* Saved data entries
>>

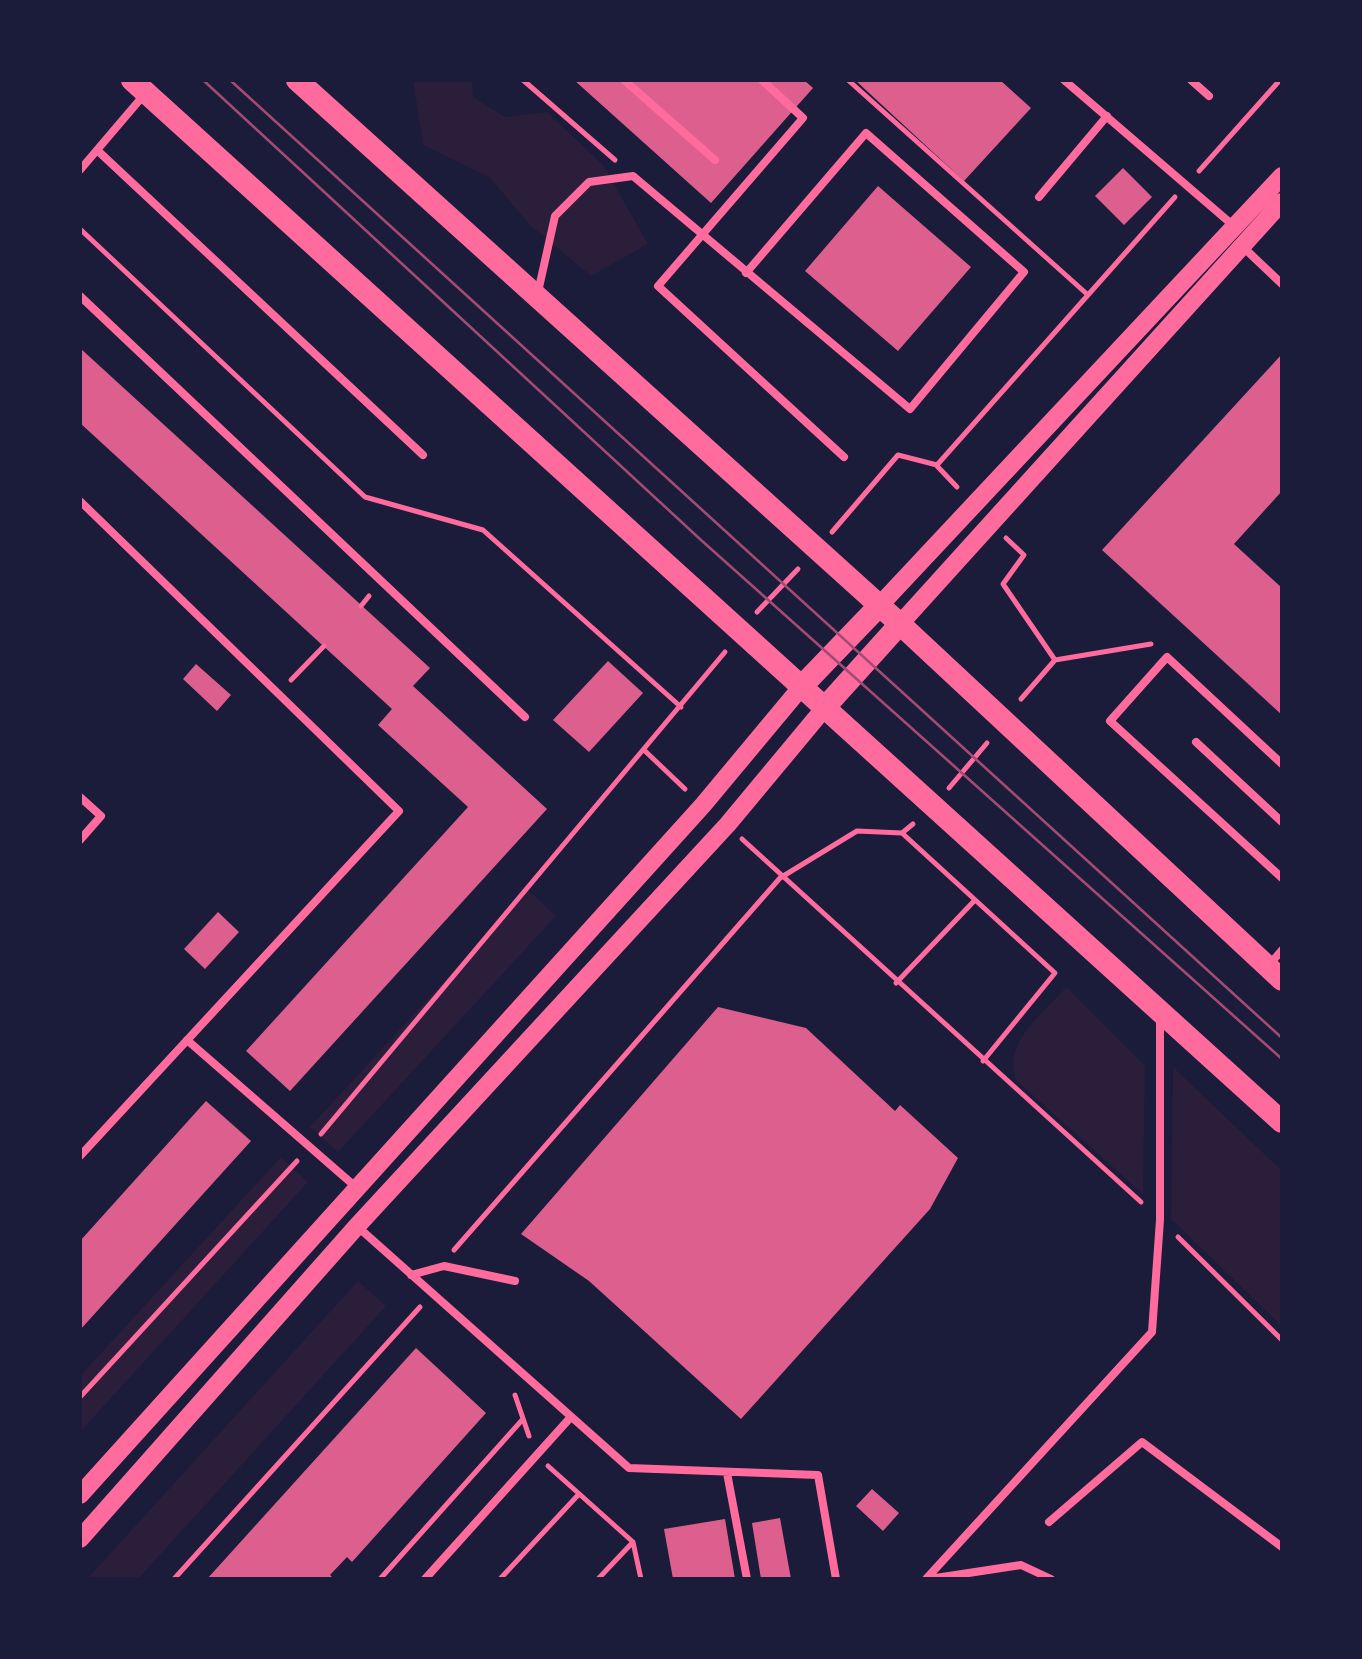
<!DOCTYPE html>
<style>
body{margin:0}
#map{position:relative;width:1362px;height:1659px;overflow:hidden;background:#1b1b3a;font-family:"Exo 2",sans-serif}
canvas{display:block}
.frame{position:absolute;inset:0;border:82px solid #1b1b3a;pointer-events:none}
</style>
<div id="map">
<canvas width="1362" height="1659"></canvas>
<div class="frame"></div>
</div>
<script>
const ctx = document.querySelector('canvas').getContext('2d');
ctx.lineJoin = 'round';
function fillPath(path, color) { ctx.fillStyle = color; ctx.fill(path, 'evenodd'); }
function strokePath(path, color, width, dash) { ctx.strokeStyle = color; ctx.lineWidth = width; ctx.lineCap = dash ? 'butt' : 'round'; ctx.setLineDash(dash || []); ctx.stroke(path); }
const green = new Path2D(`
 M413,80H472L473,97L505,117L547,112L603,165L648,244L591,276L530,225L489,177L423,145Z
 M528,890L556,916L338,1152L310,1127Z
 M1066,987L1145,1066L1143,1194L1017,1081C1000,1044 1044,1013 1066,987Z
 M1173,1067L1282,1171V1326L1171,1219Z
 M281,1157L308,1182L80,1432V1376Z
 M358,1281L386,1306L138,1579H87Z`);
const building = new Path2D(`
 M574,80H804L813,88L711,203Z
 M855,80H1000L1031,108L964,181Z
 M1123,168L1152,197L1124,225L1095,196Z
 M878,186L971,267L898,351L805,271Z
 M80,348L430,668L413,686L547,809L290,1091L246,1051L468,807L378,725L392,709L80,423Z
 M1282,354V491L1234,544L1282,588V715L1102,550Z
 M608,661L643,693L589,752L553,720Z
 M196,664L231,695L217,711L183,679Z
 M218,912L239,932L205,969L184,949Z
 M718,1007L806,1028L895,1111L900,1105L958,1158L930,1209L741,1419L589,1281L521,1234Z
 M206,1101L251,1141L80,1330V1241Z
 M416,1348L486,1413L352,1562L347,1557L330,1575L334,1579H207Z
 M872,1489L899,1513L883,1531L856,1506Z
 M780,1518L791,1579H761L752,1523Z
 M725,1519L735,1579H673L664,1529Z`);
const path = new Path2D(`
 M523,80L615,160
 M848,80L1088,295
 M1199,171L1280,80
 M80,229L365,497L483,530L681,707
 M937,466L957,487
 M832,532L898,455L937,465L1175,197
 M1006,538L1024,555L1003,584L1055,660
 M361,606L369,596
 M757,612L798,569
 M291,680L324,646
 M1021,699L1055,660L1151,644
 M644,750L685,789
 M949,788L987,743
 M902,833L1055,973L983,1061
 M742,839L1141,1202
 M896,983L975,900
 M321,1134L725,652
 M1178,1237L1282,1340
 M454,1250L780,878L857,831L902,833L913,824
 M515,1395L529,1436
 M80,1397L297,1161
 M548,1466L633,1542L641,1579
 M174,1579L420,1307
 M380,1579L523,1419
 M500,1579L579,1494
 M598,1579L633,1542`);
const service = new Path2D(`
 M624,80L715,160
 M762,80L803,118L658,286L844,457
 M1064,80L1235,227
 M1191,80L1209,96
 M97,150L423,455
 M80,170L143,96
 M1039,197L1107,116
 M1242,246L1282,284
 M538,292L555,216L589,182L633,176L910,409L1024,272L866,133L746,273
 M80,296L525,717
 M80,501L399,811L80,1156
 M1196,742L1282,822
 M1282,764L1167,657L1110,721L1282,878
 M80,797L101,816L80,840
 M1270,964L1282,950
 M187,1040L357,1188
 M359,1228L629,1468L818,1475L836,1579
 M411,1275L444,1266L515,1281
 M727,1473L747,1579
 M1049,1522L1142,1442L1282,1547
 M425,1579L570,1418
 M926,1579L1152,1332L1160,1220V1016
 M929,1579L1021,1565L1051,1579`);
const tertiary = new Path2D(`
 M879,606L1282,176
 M900,624L1282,202
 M80,1495L703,805L803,685
 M80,1539L357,1226L728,824L827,705`);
const primary = new Path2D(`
 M132,80L1282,1122
 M297,80L900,624L1282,980
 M803,685L879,606
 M827,705L900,624`);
const tram = new Path2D(`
 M203,80L701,540L1282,1059
 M230,80L1282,1038`);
fillPath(green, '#2a1e3b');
fillPath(building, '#dd5f8e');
strokePath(path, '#ff6b9d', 5);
strokePath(service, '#ff6b9d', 8);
strokePath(tertiary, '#ff6b9d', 18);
strokePath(primary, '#ff6b9d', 22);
strokePath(tram, '#a44b75', 2.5);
</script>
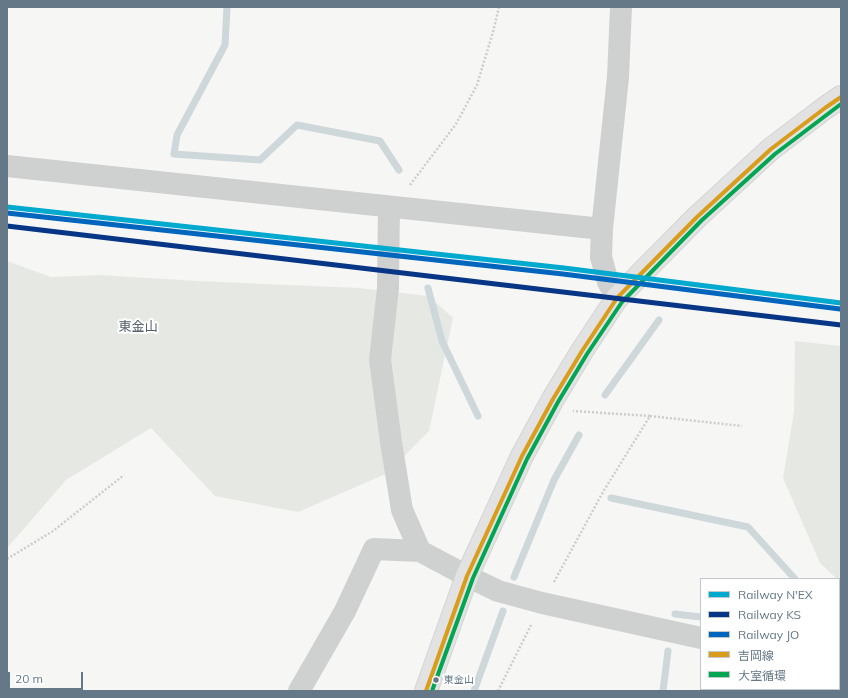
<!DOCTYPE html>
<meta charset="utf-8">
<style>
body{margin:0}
#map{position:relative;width:848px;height:698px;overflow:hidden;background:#f6f6f5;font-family:Mulish,"Noto Sans JP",sans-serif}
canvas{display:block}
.frame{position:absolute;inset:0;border:8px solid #647887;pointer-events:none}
.legend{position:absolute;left:700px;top:578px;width:140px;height:112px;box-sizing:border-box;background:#fff;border:1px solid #c1c9cf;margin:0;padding:5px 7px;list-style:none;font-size:12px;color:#647887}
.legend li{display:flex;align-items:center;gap:8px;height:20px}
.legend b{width:20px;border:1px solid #c1c9cf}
.scale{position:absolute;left:8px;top:672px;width:75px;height:18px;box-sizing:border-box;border:2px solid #647887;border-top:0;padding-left:5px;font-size:12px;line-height:14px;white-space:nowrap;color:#647887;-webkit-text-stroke:3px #fff;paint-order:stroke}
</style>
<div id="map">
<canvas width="848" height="698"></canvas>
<div class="frame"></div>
<ul class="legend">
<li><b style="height:5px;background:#00a9ce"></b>Railway N'EX</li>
<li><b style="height:5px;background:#073686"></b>Railway KS</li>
<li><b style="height:5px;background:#0065bd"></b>Railway JO</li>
<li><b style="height:5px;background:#da9d1b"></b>吉岡線</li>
<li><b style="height:5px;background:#00a651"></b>大室循環</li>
</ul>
<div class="scale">20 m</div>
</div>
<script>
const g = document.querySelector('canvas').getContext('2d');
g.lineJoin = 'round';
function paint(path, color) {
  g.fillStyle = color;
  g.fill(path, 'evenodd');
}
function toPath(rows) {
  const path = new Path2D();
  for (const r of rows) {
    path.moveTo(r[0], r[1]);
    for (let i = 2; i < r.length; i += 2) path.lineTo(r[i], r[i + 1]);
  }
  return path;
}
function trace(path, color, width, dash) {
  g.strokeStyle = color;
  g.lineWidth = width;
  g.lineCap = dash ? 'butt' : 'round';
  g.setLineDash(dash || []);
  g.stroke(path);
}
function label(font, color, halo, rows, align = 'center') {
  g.font = font + ' Mulish,"Noto Sans JP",sans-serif';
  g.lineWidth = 4;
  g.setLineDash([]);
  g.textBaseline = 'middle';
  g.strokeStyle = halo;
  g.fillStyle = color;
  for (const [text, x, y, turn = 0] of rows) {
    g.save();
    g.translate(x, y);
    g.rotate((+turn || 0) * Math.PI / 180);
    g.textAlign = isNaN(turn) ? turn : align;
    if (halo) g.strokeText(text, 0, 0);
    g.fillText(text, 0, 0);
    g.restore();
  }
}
const green = toPath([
 [7,261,51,277,100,275,197,281,359,288,429,296,453,318,429,431,388,473,298,512,215,496,151,428,66,480,8,547,7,547],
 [795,341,841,346,841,582,839,580,839,579,837,579,820,563,783,478,794,412]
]);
const stream = toPath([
 [227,7,225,45,177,135,174,154,260,160,297,125,380,141,399,170],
 [428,288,442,341,478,416],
 [605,395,659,320],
 [611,498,748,527,795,579],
 [514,577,554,480,579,435],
 [675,614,701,617],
 [474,691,503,611],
 [663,691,668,651]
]);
const path = toPath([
 [410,185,456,124,477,85,493,32,499,7],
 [650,416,742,426],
 [7,559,53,531,124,475],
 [554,582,603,492,650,416,573,411],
 [498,691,531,625]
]);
const minor = toPath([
 [7,166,602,229],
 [389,207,388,288,380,360,391,442,402,510,420,551],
 [617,298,608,282,601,257,602,229,618,77,621,7],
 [839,668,841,668],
 [299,691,345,611,374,549,420,551,467,576,498,591,542,603,701,638]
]);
const highway = toPath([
 [426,691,467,576,522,456,553,399,582,351,617,298,697,217,771,149,825,108,841,97]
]);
const bus1 = toPath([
 [426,691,467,576,522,456,553,399,582,351,617,298,697,217,771,149,825,108,841,97]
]);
const bus2 = toPath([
 [432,691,473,578,527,459,558,402,587,354,622,302,701,221,775,154,841,104]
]);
const rail1 = toPath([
 [7,207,564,268,841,303]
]);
const rail2 = toPath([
 [7,226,841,325]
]);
const rail3 = toPath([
 [7,213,563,274,840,309]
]);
const markers = [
 [436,680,3.5,"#647887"]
];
const busNames = [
 ["東金山",444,680]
];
const quarterNames = [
 ["東金山",138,327]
];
paint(green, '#e6e9e3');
trace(stream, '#ced7da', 7);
trace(highway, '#d3d4d4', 24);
trace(path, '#cccdce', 2.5, [2, 2]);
trace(minor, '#cfd1d1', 22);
trace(highway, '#e2e2e3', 22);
trace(bus1, '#da9d1b', 4);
trace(bus2, '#00a651', 4);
trace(rail1, '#00a9ce', 5);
trace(rail2, '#073686', 5);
trace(rail3, '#0065bd', 5);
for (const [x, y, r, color] of markers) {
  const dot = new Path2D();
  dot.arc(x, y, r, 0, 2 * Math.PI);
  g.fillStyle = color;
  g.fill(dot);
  trace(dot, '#fff', 1.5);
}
label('10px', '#647887', '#fff', busNames, 'left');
label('13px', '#52616b', '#fff', quarterNames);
</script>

<<

* Directions for this task
All that is needed is the exact run of lines above from the line containing "M416,1348L486,1413L352,1562L347,1557L330,1575L334,1579H207Z" through the line containing "M203,80L701,540L1282,1059", both of them included.

* Solution for this problem
 M416,1348L486,1413L352,1562L347,1557L330,1575L334,1579H207Z
 M872,1489L899,1513L883,1531L856,1506Z
 M780,1518L791,1579H761L752,1523Z
 M725,1519L735,1579H673L664,1529Z`);
const path = new Path2D(`
 M523,80L615,160
 M848,80L1088,295
 M1199,171L1280,80
 M80,229L365,497L483,530L681,707
 M937,466L957,487
 M832,532L898,455L937,465L1175,197
 M1006,538L1024,555L1003,584L1055,660
 M361,606L369,596
 M757,612L798,569
 M291,680L324,646
 M1021,699L1055,660L1151,644
 M644,750L685,789
 M949,788L987,743
 M902,833L1055,973L983,1061
 M742,839L1141,1202
 M896,983L975,900
 M321,1134L725,652
 M1178,1237L1282,1340
 M454,1250L780,878L857,831L902,833L913,824
 M515,1395L529,1436
 M80,1397L297,1161
 M548,1466L633,1542L641,1579
 M174,1579L420,1307
 M380,1579L523,1419
 M500,1579L579,1494
 M598,1579L633,1542`);
const service = new Path2D(`
 M624,80L715,160
 M762,80L803,118L658,286L844,457
 M1064,80L1235,227
 M1191,80L1209,96
 M97,150L423,455
 M80,170L143,96
 M1039,197L1107,116
 M1242,246L1282,284
 M538,292L555,216L589,182L633,176L910,409L1024,272L866,133L746,273
 M80,296L525,717
 M80,501L399,811L80,1156
 M1196,742L1282,822
 M1282,764L1167,657L1110,721L1282,878
 M80,797L101,816L80,840
 M1270,964L1282,950
 M187,1040L357,1188
 M359,1228L629,1468L818,1475L836,1579
 M411,1275L444,1266L515,1281
 M727,1473L747,1579
 M1049,1522L1142,1442L1282,1547
 M425,1579L570,1418
 M926,1579L1152,1332L1160,1220V1016
 M929,1579L1021,1565L1051,1579`);
const tertiary = new Path2D(`
 M879,606L1282,176
 M900,624L1282,202
 M80,1495L703,805L803,685
 M80,1539L357,1226L728,824L827,705`);
const primary = new Path2D(`
 M132,80L1282,1122
 M297,80L900,624L1282,980
 M803,685L879,606
 M827,705L900,624`);
const tram = new Path2D(`
 M203,80L701,540L1282,1059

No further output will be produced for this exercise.